- Page 1 Belkin AC 1800 DB 802.11ac router
- Page 2 Performance, Value & Verdict
- Competitive wireless ac speeds
- Interesting looks
- Integrated Norton parental controls
- Weak 802.11n 2.4GHz performance
- No Cloud platform
- Review Price: £179.99
- 802.11a/b/g/n/ac WiFi
- 4x Gigabit Ethernet
- WPA/WPA2 and WPS security
- Dual USB 2.0 ports
- Norton parental controls
What is the Belkin AC1800 DB?
This is Belkin’s flagship 802.11ac wireless router. It joins an increasingly packed wireless ac marketplace where the likes of Linksys and D-Link have already released their second generation products. Belkin has equipped the AC1800 DB with a healthy feature set and will hope recruiting Norton to beef up its parental controls will give it an edge as competition heats up.
See its key rivals in our best routers round-up.
Belkin AC1800 DB – Design
The Belkin AC1800 also sets itself apart when it comes to looks. The vertically standing router gives the impression it was stolen off a 1950s science fiction show with its sweeping curves and air outlets that trace the circumference of its central silver band. The outlets keep the router cool at all times and like most premium routers it operates silently. The sleek look does necessarily widen out at the back to fit its array of ports, but it doesn’t spoil the overall appearance.

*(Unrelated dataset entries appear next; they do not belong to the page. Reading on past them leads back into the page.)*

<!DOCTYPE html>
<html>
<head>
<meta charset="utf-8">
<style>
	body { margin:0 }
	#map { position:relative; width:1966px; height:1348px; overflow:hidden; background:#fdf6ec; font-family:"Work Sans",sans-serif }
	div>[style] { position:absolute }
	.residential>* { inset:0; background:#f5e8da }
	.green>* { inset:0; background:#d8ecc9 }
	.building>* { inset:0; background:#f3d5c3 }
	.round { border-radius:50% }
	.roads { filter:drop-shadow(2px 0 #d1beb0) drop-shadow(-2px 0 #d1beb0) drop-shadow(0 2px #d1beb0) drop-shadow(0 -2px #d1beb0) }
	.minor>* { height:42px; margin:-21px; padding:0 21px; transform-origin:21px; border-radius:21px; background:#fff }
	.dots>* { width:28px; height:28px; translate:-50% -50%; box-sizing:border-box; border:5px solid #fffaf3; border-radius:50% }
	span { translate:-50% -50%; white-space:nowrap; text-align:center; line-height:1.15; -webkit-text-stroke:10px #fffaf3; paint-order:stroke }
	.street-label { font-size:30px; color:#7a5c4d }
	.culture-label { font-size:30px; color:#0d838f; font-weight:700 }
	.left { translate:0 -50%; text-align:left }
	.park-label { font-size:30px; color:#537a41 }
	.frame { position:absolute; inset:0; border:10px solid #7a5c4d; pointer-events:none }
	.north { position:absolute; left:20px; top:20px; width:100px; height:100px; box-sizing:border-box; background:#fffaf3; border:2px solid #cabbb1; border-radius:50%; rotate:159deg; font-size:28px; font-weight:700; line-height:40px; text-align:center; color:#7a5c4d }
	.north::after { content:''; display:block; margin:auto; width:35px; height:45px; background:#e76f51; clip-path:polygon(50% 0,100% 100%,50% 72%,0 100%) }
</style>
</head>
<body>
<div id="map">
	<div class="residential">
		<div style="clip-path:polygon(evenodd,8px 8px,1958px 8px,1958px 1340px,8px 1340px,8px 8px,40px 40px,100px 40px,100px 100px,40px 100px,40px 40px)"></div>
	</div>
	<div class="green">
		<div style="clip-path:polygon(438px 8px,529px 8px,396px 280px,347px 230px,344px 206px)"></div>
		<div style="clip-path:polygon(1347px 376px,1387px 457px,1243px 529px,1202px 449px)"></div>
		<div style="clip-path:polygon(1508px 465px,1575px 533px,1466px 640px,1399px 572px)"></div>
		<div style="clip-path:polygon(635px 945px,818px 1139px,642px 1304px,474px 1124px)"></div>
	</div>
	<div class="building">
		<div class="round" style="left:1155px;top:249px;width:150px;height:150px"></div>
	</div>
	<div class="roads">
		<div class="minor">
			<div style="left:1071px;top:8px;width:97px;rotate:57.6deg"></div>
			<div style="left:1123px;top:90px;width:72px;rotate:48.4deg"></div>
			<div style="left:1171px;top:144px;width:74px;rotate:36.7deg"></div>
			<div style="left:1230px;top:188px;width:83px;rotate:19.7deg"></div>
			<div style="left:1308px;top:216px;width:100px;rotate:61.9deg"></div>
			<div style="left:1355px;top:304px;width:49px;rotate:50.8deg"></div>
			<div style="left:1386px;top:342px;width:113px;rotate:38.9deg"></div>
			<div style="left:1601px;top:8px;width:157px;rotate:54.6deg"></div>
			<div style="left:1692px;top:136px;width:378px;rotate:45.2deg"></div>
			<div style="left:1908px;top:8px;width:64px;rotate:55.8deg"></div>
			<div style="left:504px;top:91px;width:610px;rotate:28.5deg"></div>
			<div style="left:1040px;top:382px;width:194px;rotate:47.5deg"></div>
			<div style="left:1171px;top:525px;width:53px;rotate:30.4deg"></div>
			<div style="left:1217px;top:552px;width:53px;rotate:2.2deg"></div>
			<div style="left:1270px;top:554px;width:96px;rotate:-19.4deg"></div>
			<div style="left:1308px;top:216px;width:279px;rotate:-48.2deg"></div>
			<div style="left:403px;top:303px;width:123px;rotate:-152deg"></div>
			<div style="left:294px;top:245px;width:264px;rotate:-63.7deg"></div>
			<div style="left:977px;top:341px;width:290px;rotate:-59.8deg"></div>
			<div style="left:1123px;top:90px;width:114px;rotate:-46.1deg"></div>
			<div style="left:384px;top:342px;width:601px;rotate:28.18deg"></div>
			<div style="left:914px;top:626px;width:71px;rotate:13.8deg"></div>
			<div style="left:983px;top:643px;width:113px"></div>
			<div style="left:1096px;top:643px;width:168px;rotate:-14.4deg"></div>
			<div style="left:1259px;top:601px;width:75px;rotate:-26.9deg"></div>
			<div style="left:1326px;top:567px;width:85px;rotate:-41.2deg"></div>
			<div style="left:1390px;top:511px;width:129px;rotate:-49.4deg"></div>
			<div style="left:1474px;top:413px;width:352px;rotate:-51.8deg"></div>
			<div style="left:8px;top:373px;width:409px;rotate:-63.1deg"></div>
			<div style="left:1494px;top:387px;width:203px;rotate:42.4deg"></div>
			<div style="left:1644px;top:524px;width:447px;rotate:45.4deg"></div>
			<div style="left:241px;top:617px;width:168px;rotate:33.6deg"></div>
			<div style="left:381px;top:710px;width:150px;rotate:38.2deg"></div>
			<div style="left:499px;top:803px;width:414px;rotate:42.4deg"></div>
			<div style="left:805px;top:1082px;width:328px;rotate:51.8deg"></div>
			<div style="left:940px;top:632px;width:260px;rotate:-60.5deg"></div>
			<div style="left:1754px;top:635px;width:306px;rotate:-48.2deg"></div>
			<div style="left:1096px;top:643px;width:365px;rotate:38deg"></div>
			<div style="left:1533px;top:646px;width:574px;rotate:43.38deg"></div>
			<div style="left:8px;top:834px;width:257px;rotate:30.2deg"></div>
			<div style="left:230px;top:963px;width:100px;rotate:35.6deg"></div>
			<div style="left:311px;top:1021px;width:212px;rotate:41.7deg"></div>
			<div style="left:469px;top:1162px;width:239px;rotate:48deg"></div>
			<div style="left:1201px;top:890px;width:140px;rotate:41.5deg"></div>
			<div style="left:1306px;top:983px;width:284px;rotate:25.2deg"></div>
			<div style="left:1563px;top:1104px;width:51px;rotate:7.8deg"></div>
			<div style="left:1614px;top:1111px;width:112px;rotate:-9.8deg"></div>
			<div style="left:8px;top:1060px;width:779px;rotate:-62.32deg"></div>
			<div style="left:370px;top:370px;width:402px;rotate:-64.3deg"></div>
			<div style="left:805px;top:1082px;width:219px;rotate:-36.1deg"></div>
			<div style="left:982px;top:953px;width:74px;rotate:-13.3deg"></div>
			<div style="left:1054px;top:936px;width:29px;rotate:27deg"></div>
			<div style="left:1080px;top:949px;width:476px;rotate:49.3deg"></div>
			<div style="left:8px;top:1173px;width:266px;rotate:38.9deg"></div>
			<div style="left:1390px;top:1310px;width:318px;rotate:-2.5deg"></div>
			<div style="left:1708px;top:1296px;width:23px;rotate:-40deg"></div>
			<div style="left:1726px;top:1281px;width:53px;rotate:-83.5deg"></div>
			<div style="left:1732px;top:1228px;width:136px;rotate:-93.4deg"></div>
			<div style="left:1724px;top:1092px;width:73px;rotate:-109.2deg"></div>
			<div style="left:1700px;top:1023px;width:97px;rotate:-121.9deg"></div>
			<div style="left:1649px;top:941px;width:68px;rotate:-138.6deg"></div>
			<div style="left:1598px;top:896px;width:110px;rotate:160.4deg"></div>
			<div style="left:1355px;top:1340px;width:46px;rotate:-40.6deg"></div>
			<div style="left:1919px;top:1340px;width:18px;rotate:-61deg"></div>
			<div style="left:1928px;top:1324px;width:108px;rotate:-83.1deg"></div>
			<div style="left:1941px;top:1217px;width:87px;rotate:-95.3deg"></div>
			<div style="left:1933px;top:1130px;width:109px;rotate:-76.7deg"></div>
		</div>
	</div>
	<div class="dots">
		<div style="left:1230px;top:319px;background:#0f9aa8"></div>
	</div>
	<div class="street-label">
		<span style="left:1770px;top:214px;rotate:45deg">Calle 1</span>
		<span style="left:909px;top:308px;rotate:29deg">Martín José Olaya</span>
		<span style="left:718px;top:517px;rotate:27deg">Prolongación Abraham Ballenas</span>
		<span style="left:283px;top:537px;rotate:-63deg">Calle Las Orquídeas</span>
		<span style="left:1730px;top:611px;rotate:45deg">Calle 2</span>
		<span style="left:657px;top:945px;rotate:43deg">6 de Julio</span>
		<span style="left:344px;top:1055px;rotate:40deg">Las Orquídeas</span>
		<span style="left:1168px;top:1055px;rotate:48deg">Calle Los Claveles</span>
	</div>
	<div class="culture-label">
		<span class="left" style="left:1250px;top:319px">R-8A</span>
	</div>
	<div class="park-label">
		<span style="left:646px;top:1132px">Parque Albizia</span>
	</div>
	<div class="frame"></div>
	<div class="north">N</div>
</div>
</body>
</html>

That said there are some downsides. While solidly put together the Belkin AC1800 has a piano black gloss finish that preserves every ring of a finger print and there is a distinct lack of useful activity lights other than power and WPS. The upside is the AC1800 won’t distract you with a multitude of blinks, but indicators for the internet status and Ethernet, wireless and USB activity would have been more practical. The Belkin AC1800 also can’t be wall mounted as its stand is fixed, but this isn’t a great loss with an upright router.
Belkin AC1800 DB – Features
Belkin may be a smaller name in networking, but it ticks most of the right boxes with the AC1800. It is 802.11a/b/g/n/ac compatible with four Gigabit Ethernet ports and dual USB 2.0 ports. USB 3.0 doesn’t make an appearance, but this isn’t a major issue given routers’ chipset performance so far remains a greater bottleneck on USB speeds than USB 2.0. In addition, the Belkin AC1800 comes with the staples of WPA/WPA2 and WPS security and support for IPv6 plus DLNA streaming.
Belkin is also making a big noise about its integrated ‘IntelliStream’ QoS (Quality of Service), which automatically prioritises network traffic from video and gaming (much like ‘FasTrack’ on the Western Digital My Net AC1300) and its collaboration with Norton to integrate parental controls.
The latter amounts to basic website filtering with malicious, adult and ‘non-family friendly’ site blocking that it defines as “malware, phishing, and scam sites and also sites that contain sexually explicit material, mature content, abortion, alcohol, tobacco, crime, cult, drugs, gambling, hate, suicide or violence”.
In reality many free software alternatives will do this, but it does have the benefit of referencing Norton’s continually updated website databases.
Overall this amounts to a pretty solid feature set, but there are two flies in the ointment. The first is the absence of any Cloud platform like D-Link, Linksys (which Belkin recently bought from Cisco) and Asus, which allow remote management of the router. The second is a rather weedy treatment of 802.11n with a reduction that sees Belkin quote 300Mbit rather than the usual 450Mbit theoretical maximum for a top of the range router. Of course the theoretical numbers are always nonsense, but it does throw up a red flag.
Belkin AC1800 DB – Setup
The Belkin AC1800 setup is also a little antiquated. Belkin supplies a CD with the AC1800 when many routers (in the age of tablets and Ultrabooks) are moving to a CD-less setup (configuration on first connection), but the process remains smooth guiding you through wireless connection and setting your default wireless and admin passwords.
Advanced users will be able to skip this, connecting wirelessly using WPS and finding the router’s admin settings at 192.168.2.1. These settings are clearly laid out with a simple graphical UI and it will try to assist with basic connectivity problems should they be detected. As you might expect diving into advanced settings is less user friendly and heavily text based, but numerous options are available including management of Intellistream, Norton’s website filter (which should arguably be in the main menu) and Firewall, LAN and WAN settings.